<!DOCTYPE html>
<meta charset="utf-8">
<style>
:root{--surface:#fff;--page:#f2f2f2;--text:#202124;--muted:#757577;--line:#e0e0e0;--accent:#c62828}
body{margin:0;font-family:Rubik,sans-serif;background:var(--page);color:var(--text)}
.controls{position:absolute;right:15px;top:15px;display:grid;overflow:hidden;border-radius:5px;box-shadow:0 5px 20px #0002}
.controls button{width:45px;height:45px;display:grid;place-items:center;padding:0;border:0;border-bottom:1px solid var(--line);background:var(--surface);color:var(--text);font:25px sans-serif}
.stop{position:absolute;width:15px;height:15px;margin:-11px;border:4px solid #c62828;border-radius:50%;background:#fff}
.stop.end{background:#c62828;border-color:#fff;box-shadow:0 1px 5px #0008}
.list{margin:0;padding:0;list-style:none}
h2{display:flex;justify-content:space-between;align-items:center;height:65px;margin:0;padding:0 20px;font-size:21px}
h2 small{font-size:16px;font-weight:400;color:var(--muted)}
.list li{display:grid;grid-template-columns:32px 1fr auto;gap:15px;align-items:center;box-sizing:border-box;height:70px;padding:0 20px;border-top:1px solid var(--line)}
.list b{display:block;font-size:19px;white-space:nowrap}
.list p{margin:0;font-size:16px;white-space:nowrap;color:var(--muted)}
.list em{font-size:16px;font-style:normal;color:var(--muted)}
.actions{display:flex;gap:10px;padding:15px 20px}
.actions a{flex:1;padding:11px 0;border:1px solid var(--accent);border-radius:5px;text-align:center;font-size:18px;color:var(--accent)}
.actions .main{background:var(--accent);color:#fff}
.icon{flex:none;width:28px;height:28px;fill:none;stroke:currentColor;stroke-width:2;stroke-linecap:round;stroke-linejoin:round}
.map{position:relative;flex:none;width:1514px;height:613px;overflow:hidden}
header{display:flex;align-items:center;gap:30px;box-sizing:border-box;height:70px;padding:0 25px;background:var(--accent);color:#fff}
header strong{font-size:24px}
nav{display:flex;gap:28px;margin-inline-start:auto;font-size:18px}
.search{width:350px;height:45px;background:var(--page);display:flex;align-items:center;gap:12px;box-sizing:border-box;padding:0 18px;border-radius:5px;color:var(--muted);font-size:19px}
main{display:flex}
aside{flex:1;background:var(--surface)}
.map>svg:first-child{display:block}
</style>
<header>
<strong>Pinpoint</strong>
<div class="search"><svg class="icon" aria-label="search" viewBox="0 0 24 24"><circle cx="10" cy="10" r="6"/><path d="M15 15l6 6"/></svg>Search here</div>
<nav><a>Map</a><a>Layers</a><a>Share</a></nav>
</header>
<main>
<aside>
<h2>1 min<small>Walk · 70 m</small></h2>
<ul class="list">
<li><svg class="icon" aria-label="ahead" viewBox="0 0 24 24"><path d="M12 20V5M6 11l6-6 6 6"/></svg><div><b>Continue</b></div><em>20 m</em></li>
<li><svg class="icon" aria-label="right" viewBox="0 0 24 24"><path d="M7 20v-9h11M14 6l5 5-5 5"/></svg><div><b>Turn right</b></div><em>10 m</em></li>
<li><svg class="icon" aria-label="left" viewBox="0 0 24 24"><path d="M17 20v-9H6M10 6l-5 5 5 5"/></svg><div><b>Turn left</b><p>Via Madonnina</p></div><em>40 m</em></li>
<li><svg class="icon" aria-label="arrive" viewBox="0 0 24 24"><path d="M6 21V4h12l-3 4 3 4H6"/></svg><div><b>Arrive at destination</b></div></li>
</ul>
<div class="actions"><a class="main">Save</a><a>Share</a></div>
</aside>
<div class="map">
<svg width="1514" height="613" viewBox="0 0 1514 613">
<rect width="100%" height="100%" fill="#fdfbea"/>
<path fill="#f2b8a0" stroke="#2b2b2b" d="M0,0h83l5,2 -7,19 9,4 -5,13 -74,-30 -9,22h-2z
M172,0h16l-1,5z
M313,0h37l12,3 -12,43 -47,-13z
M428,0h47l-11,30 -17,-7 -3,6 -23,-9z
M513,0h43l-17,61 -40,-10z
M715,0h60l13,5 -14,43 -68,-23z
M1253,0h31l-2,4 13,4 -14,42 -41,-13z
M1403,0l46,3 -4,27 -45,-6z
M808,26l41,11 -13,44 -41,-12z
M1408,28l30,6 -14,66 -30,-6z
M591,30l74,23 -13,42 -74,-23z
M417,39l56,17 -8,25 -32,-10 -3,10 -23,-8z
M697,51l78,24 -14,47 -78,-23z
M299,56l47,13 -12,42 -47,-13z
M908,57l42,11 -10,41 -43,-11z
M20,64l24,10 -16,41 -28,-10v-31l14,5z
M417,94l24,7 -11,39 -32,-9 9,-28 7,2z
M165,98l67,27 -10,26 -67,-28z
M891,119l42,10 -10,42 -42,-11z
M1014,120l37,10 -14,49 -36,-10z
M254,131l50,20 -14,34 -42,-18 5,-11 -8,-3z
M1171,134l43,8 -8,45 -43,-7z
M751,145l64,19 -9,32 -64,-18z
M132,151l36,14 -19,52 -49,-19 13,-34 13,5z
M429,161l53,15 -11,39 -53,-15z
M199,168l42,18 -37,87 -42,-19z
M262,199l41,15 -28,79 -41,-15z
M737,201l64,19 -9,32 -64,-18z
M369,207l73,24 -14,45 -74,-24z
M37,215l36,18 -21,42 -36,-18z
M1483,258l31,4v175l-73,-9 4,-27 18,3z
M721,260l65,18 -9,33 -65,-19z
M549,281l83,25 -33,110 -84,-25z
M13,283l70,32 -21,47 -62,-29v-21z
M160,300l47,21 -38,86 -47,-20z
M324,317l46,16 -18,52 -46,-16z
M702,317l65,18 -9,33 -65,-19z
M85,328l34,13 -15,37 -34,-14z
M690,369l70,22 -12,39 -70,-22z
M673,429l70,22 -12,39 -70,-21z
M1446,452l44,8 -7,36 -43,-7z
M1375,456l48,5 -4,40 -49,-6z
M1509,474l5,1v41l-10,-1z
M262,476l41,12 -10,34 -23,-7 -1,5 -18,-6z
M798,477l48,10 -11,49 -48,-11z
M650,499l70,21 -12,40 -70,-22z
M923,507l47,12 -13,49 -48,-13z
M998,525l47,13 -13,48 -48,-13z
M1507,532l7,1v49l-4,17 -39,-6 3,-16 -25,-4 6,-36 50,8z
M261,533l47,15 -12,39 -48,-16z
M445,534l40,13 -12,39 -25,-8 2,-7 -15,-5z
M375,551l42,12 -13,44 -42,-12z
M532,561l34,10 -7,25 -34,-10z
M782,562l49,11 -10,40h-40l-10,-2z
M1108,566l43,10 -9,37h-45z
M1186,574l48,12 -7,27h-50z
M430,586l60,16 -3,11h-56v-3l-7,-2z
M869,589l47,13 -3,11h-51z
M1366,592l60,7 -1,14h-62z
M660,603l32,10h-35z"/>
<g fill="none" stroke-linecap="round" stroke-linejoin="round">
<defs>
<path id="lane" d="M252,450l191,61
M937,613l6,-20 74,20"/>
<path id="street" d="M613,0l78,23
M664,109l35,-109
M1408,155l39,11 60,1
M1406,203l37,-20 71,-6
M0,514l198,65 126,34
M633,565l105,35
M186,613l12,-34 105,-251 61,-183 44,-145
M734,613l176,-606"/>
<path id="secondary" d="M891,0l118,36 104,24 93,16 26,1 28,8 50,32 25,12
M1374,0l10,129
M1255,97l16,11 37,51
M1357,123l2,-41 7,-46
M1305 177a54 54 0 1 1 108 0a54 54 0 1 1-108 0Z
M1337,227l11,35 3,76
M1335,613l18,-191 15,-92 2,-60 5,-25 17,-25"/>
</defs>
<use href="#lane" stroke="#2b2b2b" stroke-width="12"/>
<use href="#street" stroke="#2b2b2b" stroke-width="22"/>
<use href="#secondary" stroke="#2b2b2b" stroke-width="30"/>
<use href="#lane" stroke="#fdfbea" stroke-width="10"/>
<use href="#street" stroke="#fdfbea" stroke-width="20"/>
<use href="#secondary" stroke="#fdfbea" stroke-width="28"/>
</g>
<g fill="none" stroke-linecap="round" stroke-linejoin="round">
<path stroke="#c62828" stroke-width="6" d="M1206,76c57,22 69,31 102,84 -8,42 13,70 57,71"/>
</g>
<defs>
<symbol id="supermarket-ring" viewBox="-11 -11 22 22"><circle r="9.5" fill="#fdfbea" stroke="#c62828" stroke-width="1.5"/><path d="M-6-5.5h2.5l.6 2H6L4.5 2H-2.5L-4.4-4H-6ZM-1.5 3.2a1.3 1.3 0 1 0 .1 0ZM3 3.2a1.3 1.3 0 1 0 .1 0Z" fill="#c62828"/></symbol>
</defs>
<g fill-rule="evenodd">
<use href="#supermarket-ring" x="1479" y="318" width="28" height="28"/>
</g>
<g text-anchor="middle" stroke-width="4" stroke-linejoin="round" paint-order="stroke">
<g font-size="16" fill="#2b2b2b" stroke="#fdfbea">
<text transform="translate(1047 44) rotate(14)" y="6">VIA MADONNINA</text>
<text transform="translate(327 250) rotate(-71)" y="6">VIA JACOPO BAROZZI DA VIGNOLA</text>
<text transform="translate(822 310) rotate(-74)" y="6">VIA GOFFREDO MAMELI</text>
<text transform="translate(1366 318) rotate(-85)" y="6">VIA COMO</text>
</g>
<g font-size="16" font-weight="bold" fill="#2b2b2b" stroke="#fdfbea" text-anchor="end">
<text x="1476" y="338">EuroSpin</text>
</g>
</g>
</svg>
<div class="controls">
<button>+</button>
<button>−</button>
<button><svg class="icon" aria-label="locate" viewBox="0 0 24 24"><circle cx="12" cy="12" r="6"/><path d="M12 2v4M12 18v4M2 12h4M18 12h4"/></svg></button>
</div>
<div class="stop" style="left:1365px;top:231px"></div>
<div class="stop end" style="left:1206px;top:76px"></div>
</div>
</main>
- - -
* **INSTRUCTIONS FOR THE TASK**: From the entries above, return each line with the word "absolute" in it.

* **ANSWER FOR THE TASK**:
.controls{position:absolute;right:15px;top:15px;display:grid;overflow:hidden;border-radius:5px;box-shadow:0 5px 20px #0002}
.stop{position:absolute;width:15px;height:15px;margin:-11px;border:4px solid #c62828;border-radius:50%;background:#fff}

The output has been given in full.